As winter turned to spring, and the sun showed its face more often, pain levels dropped and severe pain was experienced less often. However, as early spring gave way to June and an uptick in rainy days, the frequency of severe pain symptoms rose once again.
Scientists say more research -- and more study participants -- is necessary to explore the links between pain and weather.
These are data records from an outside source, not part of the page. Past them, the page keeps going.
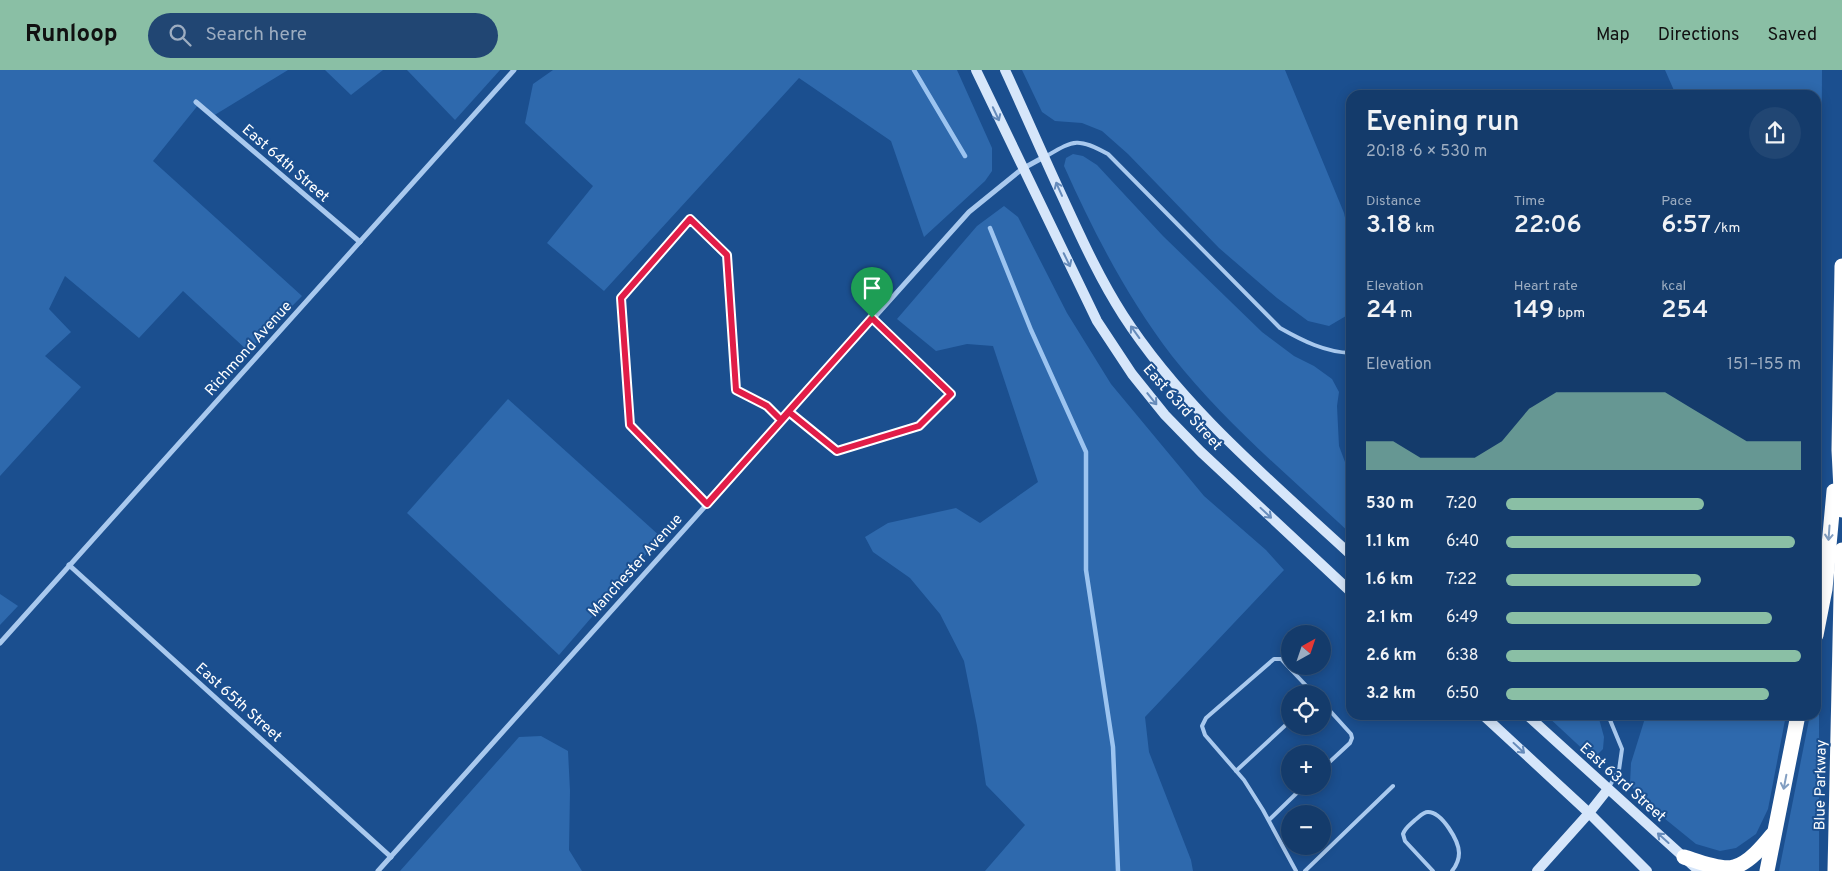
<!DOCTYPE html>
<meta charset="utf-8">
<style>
:root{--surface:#143b6b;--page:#214673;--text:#f1f3f6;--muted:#9dadc1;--line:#33557e;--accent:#8abfa5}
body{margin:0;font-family:Overpass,sans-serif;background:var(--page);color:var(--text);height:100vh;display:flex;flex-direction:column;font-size:19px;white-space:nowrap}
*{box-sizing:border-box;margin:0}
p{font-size:16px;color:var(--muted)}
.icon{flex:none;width:28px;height:28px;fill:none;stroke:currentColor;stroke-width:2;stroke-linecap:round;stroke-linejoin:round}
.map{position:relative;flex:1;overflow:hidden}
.drawer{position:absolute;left:1346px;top:20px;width:475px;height:630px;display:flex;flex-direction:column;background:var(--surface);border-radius:15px;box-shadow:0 2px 12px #0003,0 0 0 1px var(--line)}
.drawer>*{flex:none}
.needle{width:32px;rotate:40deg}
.tools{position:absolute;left:1281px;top:555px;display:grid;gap:10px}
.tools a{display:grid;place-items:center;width:50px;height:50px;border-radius:50%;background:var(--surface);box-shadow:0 2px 12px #0003,0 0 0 1px var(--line);font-size:25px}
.pin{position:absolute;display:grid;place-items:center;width:42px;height:42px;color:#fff;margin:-51px -21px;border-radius:50% 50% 50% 0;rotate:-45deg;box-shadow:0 0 5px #0007}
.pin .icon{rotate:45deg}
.round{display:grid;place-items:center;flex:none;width:52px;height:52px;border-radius:26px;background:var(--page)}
.headline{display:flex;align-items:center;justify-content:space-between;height:85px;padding:0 20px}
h1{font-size:28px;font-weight:600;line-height:38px}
.metrics{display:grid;grid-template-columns:repeat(3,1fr);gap:8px;height:85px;padding:5px 20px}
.metrics div{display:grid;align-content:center}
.metrics b{font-size:25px;font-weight:600}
.metrics small{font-size:14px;font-weight:400}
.metrics p{font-size:14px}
.chart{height:140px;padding:10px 20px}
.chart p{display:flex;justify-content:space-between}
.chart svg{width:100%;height:90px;margin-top:5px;fill:var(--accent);opacity:.7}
ul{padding:0 20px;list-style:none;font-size:16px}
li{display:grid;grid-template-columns:80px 60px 1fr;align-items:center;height:38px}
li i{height:12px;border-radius:6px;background:var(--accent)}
header{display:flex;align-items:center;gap:30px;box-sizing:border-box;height:70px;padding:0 25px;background:var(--accent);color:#111}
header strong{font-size:24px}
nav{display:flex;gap:28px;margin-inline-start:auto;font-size:18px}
.search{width:350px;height:45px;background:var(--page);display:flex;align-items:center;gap:12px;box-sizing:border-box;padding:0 18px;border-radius:28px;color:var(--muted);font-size:19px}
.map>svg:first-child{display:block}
</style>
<header>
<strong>Runloop</strong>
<div class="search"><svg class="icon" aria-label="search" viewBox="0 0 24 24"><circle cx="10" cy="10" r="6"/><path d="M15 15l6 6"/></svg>Search here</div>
<nav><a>Map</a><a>Directions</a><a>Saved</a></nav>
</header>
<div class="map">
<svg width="1842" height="801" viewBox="0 0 1842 801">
<rect width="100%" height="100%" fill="#1b4f8f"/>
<g fill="#2e69ad">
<polygon points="0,0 288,0 213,46 199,34 153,91 302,226 248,281 183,221 139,268 65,206 49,239 71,262 45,286 81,317 0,406"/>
<polygon points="325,0 383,0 351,25"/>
<polygon points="407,0 500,0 455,50"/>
<polygon points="553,0 957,0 992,78 992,101 985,111 924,167 891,71 799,8 604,221 547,173 593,116 525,53 533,14"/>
<polygon points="1022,0 1285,0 1344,143 1351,176 1351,243 1329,256 1308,251 1277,228 1219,178 1128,84 1102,61 1082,53 1055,51 1042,42"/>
<polygon points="1665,0 1822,0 1820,375 1816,438 1816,25 1676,25"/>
<path d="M 1073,84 L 1083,86 L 1097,95 L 1163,166 L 1262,262 L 1294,286 L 1314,296 L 1332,309 L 1339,322 L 1337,336 L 1339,376 L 1351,408 L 1351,464 C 1290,407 1224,352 1172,286 C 1127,227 1094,163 1064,96 L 1066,88 Z"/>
<polygon points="1004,136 1018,147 1067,243 1111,314 1204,426 1266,480 1284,500 1145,647 1149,682 1191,790 1193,801 985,801 1025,755 986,715 977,656 964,591 940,544 910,508 873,482 865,467 888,453 956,438 980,453 1038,412 993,276 967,274 936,281 897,249 977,156"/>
<polygon points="508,329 661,467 559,585 407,443"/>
<polygon points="0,524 18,536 0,555"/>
<polygon points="1819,600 1819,801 1779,801 1810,645 1816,645 1816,615"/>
<polygon points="1546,645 1598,645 1604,667 1603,679 1597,685 1589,685"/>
<polygon points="1646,645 1786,645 1768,739 1756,764 1736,778 1720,781 1696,774 1643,731 1630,714 1631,693"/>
<polygon points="541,666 568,681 570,721 569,780 582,801 400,801 519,667"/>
</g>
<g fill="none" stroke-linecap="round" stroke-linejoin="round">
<g stroke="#9cc4f0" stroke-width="4.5">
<polyline points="914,0 965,86"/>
<polyline points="990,158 1031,260 1086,382 1086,500 1113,677 1118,801"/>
</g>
<g stroke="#a9c9ee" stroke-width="4">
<path d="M 1045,87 C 1074,70 1077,67 1108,84 L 1280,258 C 1303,271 1325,282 1351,283"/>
<polyline points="789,342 837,381 919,356 951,324 873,248"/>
<polyline points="707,434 630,355 621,228 690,149 727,185 736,320 767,337 781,350"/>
<polyline points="1322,632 1351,664 1352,668 1350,673 1322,699"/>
<polyline points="1608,645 1622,679 1619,700 1609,717"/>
<polyline points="1236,701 1290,651"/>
<polyline points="1269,750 1304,716"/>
<polyline points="1296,801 1263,740 1244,710 1205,665 1202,656 1206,648 1274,589 1281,589 1314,624"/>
<polyline points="1305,801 1393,716"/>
<path d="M 1433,801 L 1405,771 L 1403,764 C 1405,758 1410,755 1415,750 C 1419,747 1423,742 1428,742 C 1442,742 1459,771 1459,783 C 1459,790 1456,796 1452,801"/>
</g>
<g stroke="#a9c9ee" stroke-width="5">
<polyline points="196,32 360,172"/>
<polyline points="69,495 391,787"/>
<polyline points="0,573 514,0"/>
<polyline points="378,801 969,142 1022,99 1044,87"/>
</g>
<g stroke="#d6e6fa" stroke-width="10">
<polyline points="976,0 1097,251 1132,304 1165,345 1201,382 1351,522"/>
<path d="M 1005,0 C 1024,41 1042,83 1061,124 C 1080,165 1098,206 1123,245 C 1183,338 1270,410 1351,485"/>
<polyline points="1483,645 1589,743 1647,801"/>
<polyline points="1527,645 1699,801"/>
<polyline points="1537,801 1589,743 1608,719"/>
</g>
<g stroke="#fff" stroke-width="15">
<polyline points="1842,196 1839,380 1842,440"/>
<polyline points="1816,565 1825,519 1834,421"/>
<path d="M 1684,787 C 1697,791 1721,801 1734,797 C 1749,793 1763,776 1772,765"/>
<polyline points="1767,801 1798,645"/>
<polyline points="1835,801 1842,480"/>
</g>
</g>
<defs><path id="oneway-shaft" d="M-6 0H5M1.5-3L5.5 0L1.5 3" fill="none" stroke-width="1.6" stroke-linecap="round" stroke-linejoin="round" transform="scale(1.25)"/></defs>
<g stroke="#668bba">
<use href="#oneway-shaft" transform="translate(996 44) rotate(65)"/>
<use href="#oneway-shaft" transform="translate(1059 119) rotate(-114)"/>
<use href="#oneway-shaft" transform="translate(1067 190) rotate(64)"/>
<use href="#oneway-shaft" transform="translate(1135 262) rotate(-126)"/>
<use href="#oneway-shaft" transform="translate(1152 329) rotate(51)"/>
<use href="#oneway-shaft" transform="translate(1266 443) rotate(43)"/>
<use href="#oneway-shaft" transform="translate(1519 678) rotate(43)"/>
<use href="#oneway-shaft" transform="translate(1663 768) rotate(-138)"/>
</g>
<g stroke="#829ec1">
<use href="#oneway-shaft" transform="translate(1829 463) rotate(94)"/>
<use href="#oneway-shaft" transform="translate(1785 712) rotate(101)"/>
</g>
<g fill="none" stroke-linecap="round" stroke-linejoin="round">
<defs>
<polyline id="route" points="872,248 781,350 767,336 736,320 727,185 690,149 621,228 630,355 707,434 789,342 837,381 919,356 951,324 872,248"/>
</defs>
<use href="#route" stroke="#fff" stroke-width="10"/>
<use href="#route" stroke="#e11d48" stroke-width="6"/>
</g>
<g text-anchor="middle" stroke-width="4" stroke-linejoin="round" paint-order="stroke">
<g font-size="15" fill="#fff" stroke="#1b4f8f">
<text transform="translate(286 93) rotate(41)" y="5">East 64th Street</text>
<text transform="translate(248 278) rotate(-48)" y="5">Richmond Avenue</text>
<text transform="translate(1183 337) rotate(48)" y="5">East 63rd Street</text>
<text transform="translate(635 495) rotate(-48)" y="5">Manchester Avenue</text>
<text transform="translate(239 632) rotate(42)" y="5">East 65th Street</text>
<text transform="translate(1623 712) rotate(42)" y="5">East 63rd Street</text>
<text transform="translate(1820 715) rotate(-89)" y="5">Blue Parkway</text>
</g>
</g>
</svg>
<div class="tools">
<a><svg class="needle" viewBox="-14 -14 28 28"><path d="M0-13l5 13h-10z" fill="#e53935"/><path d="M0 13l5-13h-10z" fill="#9dadc1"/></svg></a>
<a><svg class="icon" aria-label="locate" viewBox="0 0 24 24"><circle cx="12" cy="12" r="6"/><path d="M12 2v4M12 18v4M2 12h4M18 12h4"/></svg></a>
<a>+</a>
<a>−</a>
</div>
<div class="pin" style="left:872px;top:248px;background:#1e9e55"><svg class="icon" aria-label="arrive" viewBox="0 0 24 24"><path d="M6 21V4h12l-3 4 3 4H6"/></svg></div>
<section class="drawer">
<div class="headline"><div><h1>Evening run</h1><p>20:18 · 6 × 530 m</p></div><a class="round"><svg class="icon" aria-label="share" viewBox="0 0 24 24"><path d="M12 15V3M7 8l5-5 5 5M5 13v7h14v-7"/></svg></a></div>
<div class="metrics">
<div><p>Distance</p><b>3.18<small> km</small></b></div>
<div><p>Time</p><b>22:06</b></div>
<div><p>Pace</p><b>6:57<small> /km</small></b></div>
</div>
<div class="metrics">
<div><p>Elevation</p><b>24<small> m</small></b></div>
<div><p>Heart rate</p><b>149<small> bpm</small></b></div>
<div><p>kcal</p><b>254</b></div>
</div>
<div class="chart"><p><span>Elevation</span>151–155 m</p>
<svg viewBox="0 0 160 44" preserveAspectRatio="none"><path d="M0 44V30L10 30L20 38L30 38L40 38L50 30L60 14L70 6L80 6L90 6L100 6L110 6L120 14L130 22L140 30L150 30L160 30V44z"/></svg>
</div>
<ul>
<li><b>530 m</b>7:20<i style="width:67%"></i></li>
<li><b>1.1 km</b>6:40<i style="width:98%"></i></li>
<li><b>1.6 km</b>7:22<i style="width:66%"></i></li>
<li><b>2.1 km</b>6:49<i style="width:90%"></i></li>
<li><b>2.6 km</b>6:38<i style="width:100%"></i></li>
<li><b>3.2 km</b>6:50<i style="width:89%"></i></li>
</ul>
</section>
</div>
"Once the link is proven, people will have the confidence to plan their activities in accordance with the weather," Will Dixon, a professor of digital epidemiology at Manchester's School of Biological Sciences, said in a news release. "In addition, understanding how weather influences pain will allow medical researchers to explore new pain interventions and treatments."
Dixon and his colleagues presented their analysis of the initial Cloud project data at the British Science Festival this week.
"To work out the details of how weather influences pain, we need as many people as possible to participate in the study and track their symptoms on their smartphone," Dixon said. "If you are affected by chronic pain, this is your chance to take do something personally -- and easily -- to lead to a breakthrough in our understanding of pain."